Using the lines below, work out the count of those that hold "above". Give the number only.

- - -

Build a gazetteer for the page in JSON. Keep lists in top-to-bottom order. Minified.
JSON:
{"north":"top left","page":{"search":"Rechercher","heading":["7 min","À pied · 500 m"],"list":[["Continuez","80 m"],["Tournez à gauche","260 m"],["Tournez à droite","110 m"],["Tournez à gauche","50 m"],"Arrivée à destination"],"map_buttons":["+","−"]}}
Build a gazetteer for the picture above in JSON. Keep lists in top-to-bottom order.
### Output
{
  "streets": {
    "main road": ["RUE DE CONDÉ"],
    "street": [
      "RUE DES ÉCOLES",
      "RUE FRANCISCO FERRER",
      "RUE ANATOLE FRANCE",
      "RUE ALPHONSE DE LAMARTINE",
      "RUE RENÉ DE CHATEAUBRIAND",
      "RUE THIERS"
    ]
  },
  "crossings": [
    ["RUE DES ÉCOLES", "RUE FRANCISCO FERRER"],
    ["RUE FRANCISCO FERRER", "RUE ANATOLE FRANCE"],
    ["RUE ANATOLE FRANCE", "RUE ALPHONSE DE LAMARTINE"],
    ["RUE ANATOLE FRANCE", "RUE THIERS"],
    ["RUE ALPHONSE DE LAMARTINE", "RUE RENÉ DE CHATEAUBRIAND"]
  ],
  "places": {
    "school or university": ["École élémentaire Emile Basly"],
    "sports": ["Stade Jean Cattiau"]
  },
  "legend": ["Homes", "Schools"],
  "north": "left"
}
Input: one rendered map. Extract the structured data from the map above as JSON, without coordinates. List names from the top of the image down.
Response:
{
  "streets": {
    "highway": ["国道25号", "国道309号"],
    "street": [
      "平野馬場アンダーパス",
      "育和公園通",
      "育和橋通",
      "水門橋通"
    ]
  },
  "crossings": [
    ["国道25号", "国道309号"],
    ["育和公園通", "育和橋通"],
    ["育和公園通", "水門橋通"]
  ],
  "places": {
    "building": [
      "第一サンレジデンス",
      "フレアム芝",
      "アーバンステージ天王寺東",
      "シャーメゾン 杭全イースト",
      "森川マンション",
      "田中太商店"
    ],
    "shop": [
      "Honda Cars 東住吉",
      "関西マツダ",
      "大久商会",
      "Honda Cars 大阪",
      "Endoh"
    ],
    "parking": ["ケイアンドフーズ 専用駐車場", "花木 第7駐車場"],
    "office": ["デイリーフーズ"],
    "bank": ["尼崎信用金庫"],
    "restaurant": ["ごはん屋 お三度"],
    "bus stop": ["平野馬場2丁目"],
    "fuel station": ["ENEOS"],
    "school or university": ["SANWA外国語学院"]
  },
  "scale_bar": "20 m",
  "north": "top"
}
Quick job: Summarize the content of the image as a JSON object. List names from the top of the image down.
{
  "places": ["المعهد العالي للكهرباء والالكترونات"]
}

- - -

(OUTPUT OF THE EXERCISE)
2